Ucapan Tanto disambut gelak teman-temanku yang lain.
"Itu karena hubungan gue sama Faith nggak berbau romantis. "Om" itu panggilan ejekan. Untuk apa bermanis-manis kalau tahu hubungan kami nggak permanen?"
"Orang bilang, ucapan itu doa, bro," kata Risyad. "Jadi lebih baik lo bicara yang baik-baik aja tentang istri lo dan hubungan kalian. Lo sendiri yang akan merana kalau ditinggal saat sedang sayang-sayangnya. Lo harusnya sudah belajar hal itu dari Yudis dan Dyas."

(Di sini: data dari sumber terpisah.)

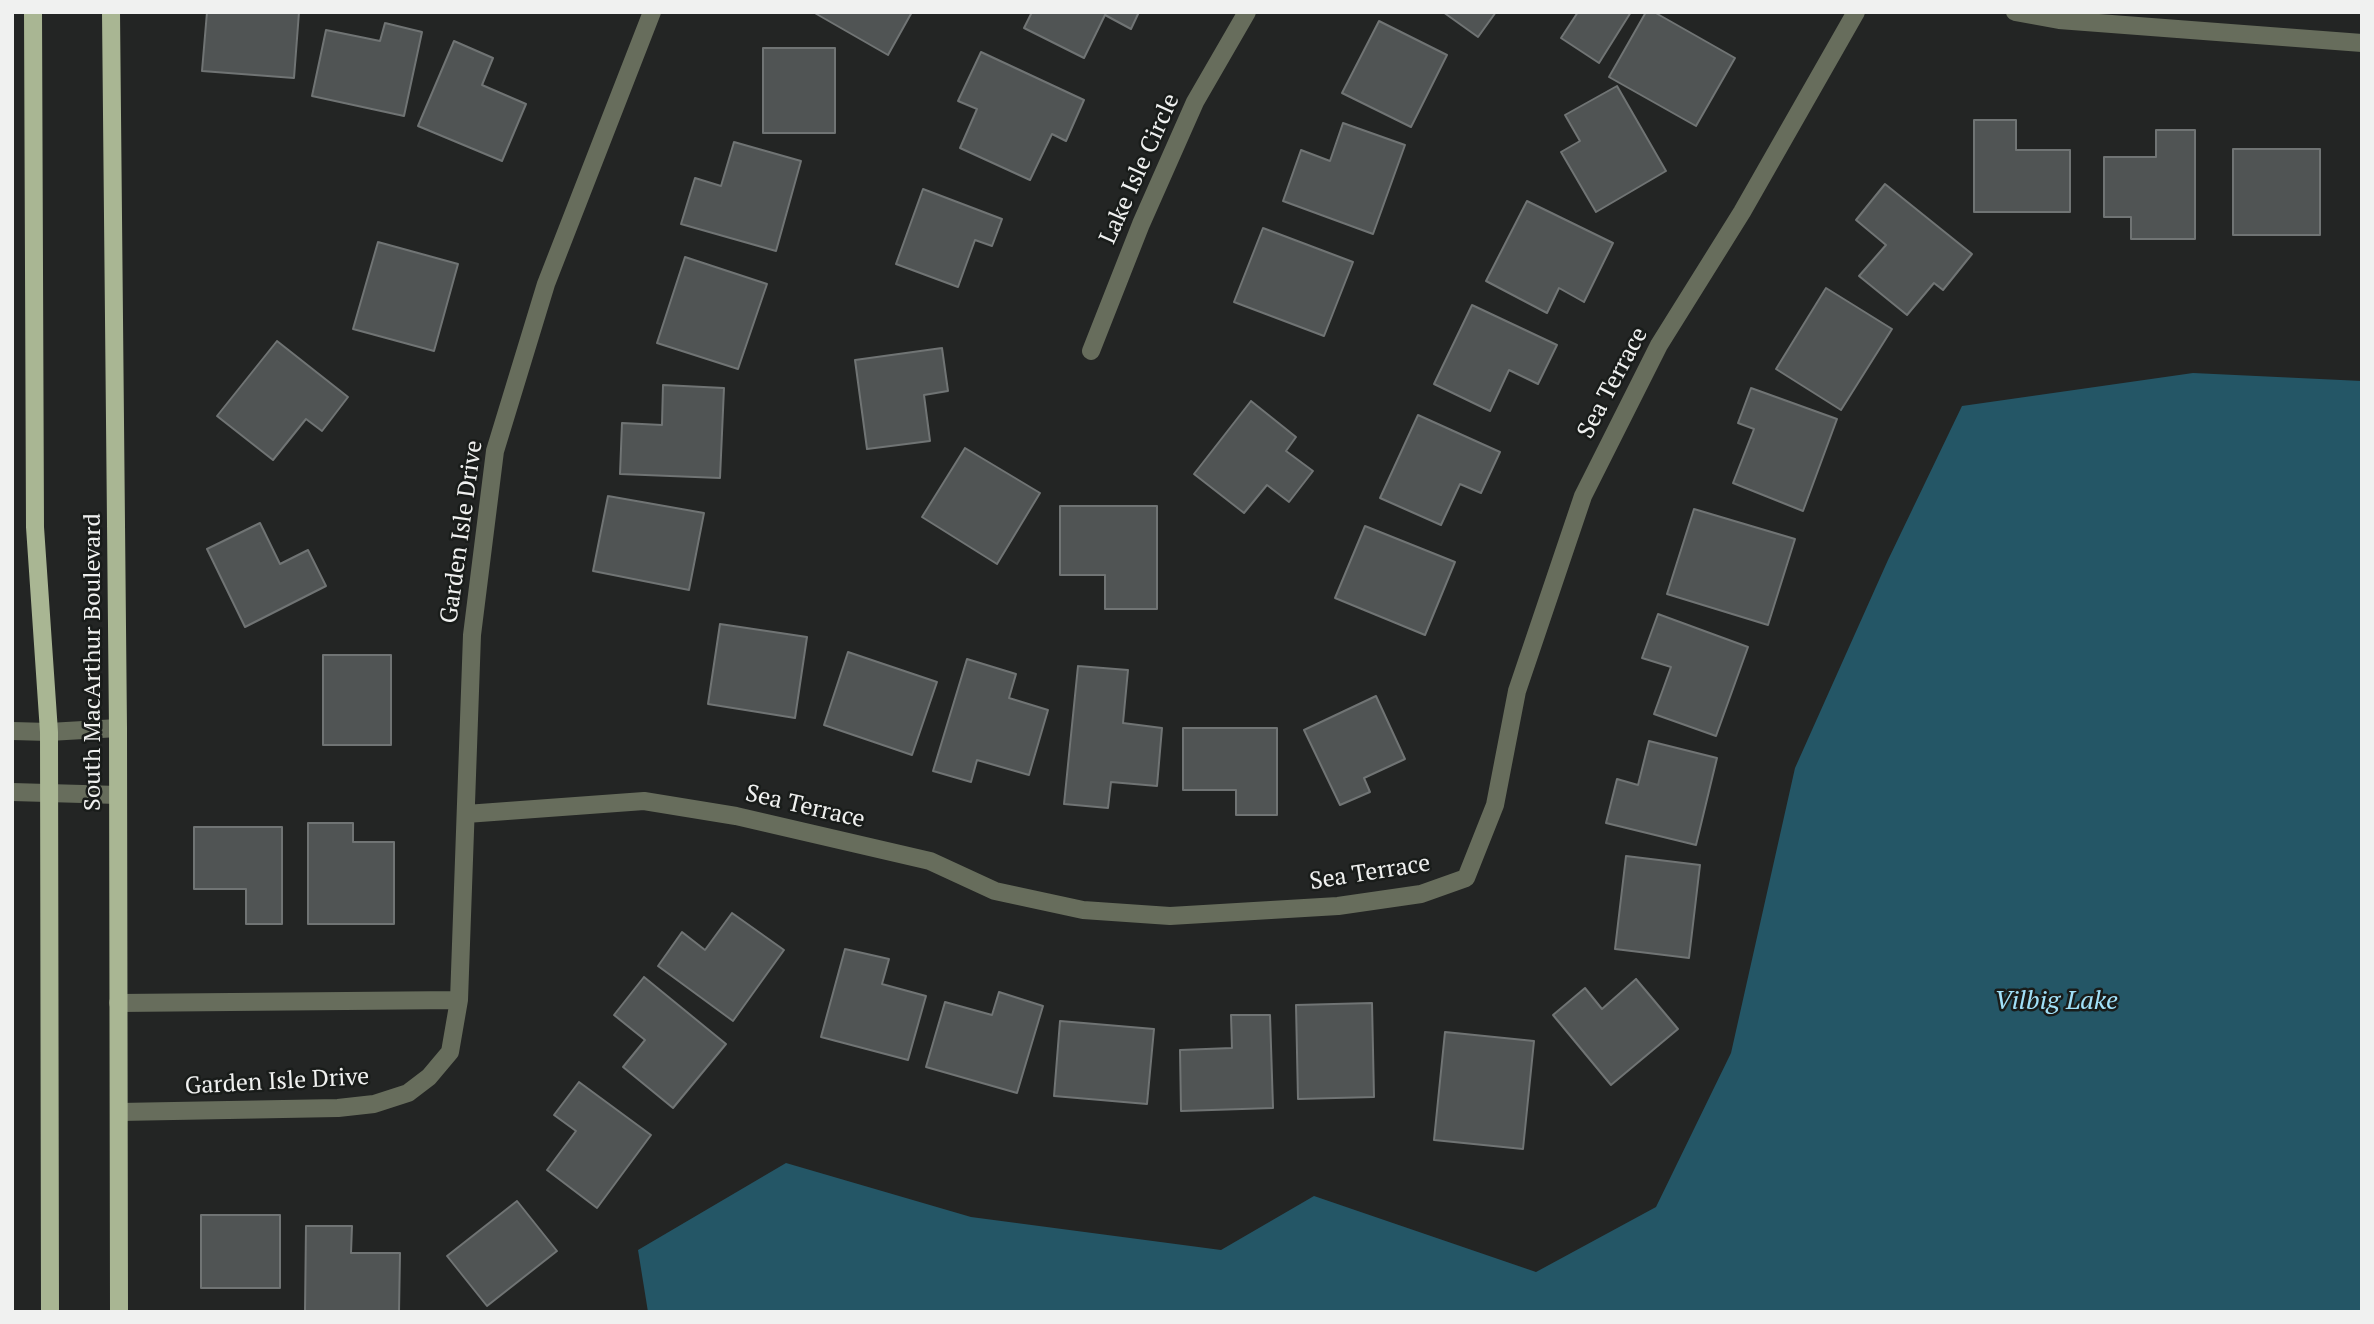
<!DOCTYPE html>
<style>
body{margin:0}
#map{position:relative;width:2374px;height:1324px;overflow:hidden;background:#232524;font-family:"PT Serif",serif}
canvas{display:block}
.frame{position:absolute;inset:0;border:14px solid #f0f1f0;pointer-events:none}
</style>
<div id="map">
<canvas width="2374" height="1324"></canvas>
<div class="frame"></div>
</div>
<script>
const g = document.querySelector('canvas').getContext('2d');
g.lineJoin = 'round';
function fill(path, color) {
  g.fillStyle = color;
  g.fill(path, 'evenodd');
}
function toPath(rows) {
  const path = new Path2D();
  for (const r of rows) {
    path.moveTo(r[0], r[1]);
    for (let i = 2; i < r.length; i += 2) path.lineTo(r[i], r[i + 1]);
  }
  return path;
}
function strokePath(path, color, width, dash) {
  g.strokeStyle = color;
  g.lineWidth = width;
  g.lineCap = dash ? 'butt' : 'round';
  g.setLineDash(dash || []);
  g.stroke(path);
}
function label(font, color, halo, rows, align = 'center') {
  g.font = font + ' "PT Serif",serif';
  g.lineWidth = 5;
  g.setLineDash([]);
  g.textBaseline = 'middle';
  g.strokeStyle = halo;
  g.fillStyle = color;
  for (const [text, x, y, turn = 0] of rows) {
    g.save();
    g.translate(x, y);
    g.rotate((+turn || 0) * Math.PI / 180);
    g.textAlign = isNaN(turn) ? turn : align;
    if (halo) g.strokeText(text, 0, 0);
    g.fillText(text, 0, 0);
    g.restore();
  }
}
const water = toPath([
 [2193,373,2362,381,2362,1312,648,1312,638,1250,786,1163,971,1217,1221,1250,1314,1196,1536,1272,1656,1207,1731,1053,1795,768,1888,560,1962,406]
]);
const building = toPath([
 [207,12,299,12,294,78,202,71,207,12],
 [813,12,912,12,888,55,813,12],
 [1032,12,1139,12,1131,29,1105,15,1084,58,1024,28,1032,12],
 [1443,12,1496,12,1478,37,1443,12],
 [1578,12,1631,12,1599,63,1561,38,1578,12],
 [1646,12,1654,12,1735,58,1696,126,1609,77,1646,12],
 [1379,21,1447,55,1411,127,1342,93,1379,21],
 [385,23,422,32,404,116,312,96,326,30,380,41,385,23],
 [454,41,493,58,482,85,526,104,502,161,418,126,454,41],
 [763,48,835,48,835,133,763,133,763,48],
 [981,52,1084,100,1066,141,1052,134,1030,180,960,148,977,109,958,101,981,52],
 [1617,86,1666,171,1596,212,1561,152,1580,141,1565,115,1617,86],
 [1974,120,2016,120,2016,150,2070,150,2070,212,1974,212,1974,120],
 [1343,123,1405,145,1373,234,1283,201,1301,150,1330,161,1343,123],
 [2156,130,2195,130,2195,239,2131,239,2131,217,2104,217,2104,157,2156,157,2156,130],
 [734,142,801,161,776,251,681,224,695,178,721,186,734,142],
 [2233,149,2320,149,2320,235,2233,235,2233,149],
 [1885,184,1972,254,1943,290,1934,283,1907,315,1859,276,1886,245,1856,220,1885,184],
 [923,189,1002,219,992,246,975,240,958,287,896,264,923,189],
 [1527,201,1613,243,1584,302,1559,288,1547,313,1486,281,1527,201],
 [1263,228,1353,262,1324,336,1234,302,1263,228],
 [378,242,458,264,434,351,353,329,378,242],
 [685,257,767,284,738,369,657,343,685,257],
 [1826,288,1892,329,1841,410,1776,369,1826,288],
 [1472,305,1557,345,1538,384,1509,370,1490,411,1434,384,1472,305],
 [277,341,348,397,322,431,306,419,273,460,217,416,277,341],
 [942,348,948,391,924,395,930,441,867,449,855,360,942,348],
 [663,385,724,388,720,478,620,474,622,423,662,425,663,385],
 [1751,388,1837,419,1803,511,1733,483,1754,429,1738,423,1751,388],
 [1251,401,1296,437,1286,451,1313,471,1289,502,1267,485,1244,513,1194,474,1251,401],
 [1418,415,1500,452,1481,493,1460,484,1441,525,1380,498,1418,415],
 [965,448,1040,493,997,564,922,517,965,448],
 [608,496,704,513,689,590,593,571,608,496],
 [1060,506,1157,506,1157,609,1105,609,1105,575,1060,575,1060,506],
 [1694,509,1795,539,1768,625,1667,594,1694,509],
 [260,523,280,564,308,550,326,586,245,627,207,549,260,523],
 [1365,526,1455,562,1425,635,1335,598,1365,526],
 [1658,614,1748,647,1716,736,1654,714,1671,667,1642,658,1658,614],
 [720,624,807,637,795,718,708,704,720,624],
 [848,652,937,682,912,755,824,725,848,652],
 [323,655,391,655,391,745,323,745,323,655],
 [967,659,1016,674,1009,698,1048,710,1029,775,977,760,971,782,933,771,967,659],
 [1078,666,1128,670,1123,723,1162,728,1157,786,1111,782,1108,808,1064,804,1078,666],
 [1376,696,1405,759,1364,778,1370,792,1340,805,1304,730,1376,696],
 [1183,728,1277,728,1277,815,1236,815,1236,790,1183,790,1183,728],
 [1649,741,1717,758,1696,845,1606,823,1617,779,1638,785,1649,741],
 [308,823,353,823,353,842,394,842,394,924,308,924,308,823],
 [194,827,282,827,282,924,246,924,246,889,194,889,194,827],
 [1626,856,1700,865,1689,958,1615,949,1626,856],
 [732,913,784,950,733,1021,658,966,682,932,705,950,732,913],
 [845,949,889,959,882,984,926,996,908,1060,821,1037,845,949],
 [644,977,726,1044,673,1108,623,1067,645,1040,614,1015,644,977],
 [1636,979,1678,1029,1611,1085,1553,1015,1585,988,1602,1009,1636,979],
 [999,992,1043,1006,1017,1093,926,1067,945,1002,992,1015,999,992],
 [1372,1003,1374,1097,1298,1099,1296,1005,1372,1003],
 [1231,1015,1270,1015,1273,1108,1181,1111,1180,1050,1232,1048,1231,1015],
 [1060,1021,1154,1029,1147,1104,1054,1096,1060,1021],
 [1445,1032,1534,1041,1523,1149,1434,1140,1445,1032],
 [579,1082,651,1135,597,1208,547,1170,576,1131,554,1115,579,1082],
 [517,1201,557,1251,487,1306,447,1256,517,1201],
 [201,1215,280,1215,280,1288,201,1288,201,1215],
 [306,1226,352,1226,351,1253,400,1253,399,1312,305,1312,306,1226]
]);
const minor = toPath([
 [2015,12,2059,20,2362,43],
 [1091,351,1141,224,1195,102,1247,12],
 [12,731,49,732,118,728],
 [12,792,118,795],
 [466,814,644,801,736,816,930,861,995,891,1083,910,1170,916,1338,906,1421,894,1466,878,1495,805,1517,691,1583,496,1659,345,1742,212,1856,12],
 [118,1003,459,1000],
 [119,1112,338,1108,374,1104,408,1093,429,1077,450,1052,459,1000,472,635,495,451,546,284,652,12]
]);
const major = toPath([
 [33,12,35,527,49,732,50,1312],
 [111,12,118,728,119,1312]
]);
const streetNames = [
 ["Lake Isle Circle",1140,169,-66],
 ["Sea Terrace",1613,383,-62],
 ["Garden Isle Drive",462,532,-82],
 ["South MacArthur Boulevard",93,662,-90],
 ["Sea Terrace",805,807,13],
 ["Sea Terrace",1370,873,-9],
 ["Garden Isle Drive",277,1082,-3]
];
const waterNames = [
 ["Vilbig Lake",2056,1002]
];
fill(water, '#245666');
fill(building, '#505454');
strokePath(building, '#707474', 2);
strokePath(minor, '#676d5c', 18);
strokePath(major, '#a9b693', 18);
label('24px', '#f0f1f0', '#191c1a', streetNames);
label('italic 26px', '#a2e1f9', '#191c1a', waterNames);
</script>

"Kenapa masa lalu gue yang kelam harus lo ungkit-ungkit lagi sih?" gerutu Yudis. "Bagian itu udah gue anggap sebagai mimpi buruk yang nggak nyata."
"Jangan dilupain dong, bro. Kerja keras lo buat dapetin Kayana part dua yang menghalalkan segala cara harus tetap lo ingat supaya lo tetap menghargai dia."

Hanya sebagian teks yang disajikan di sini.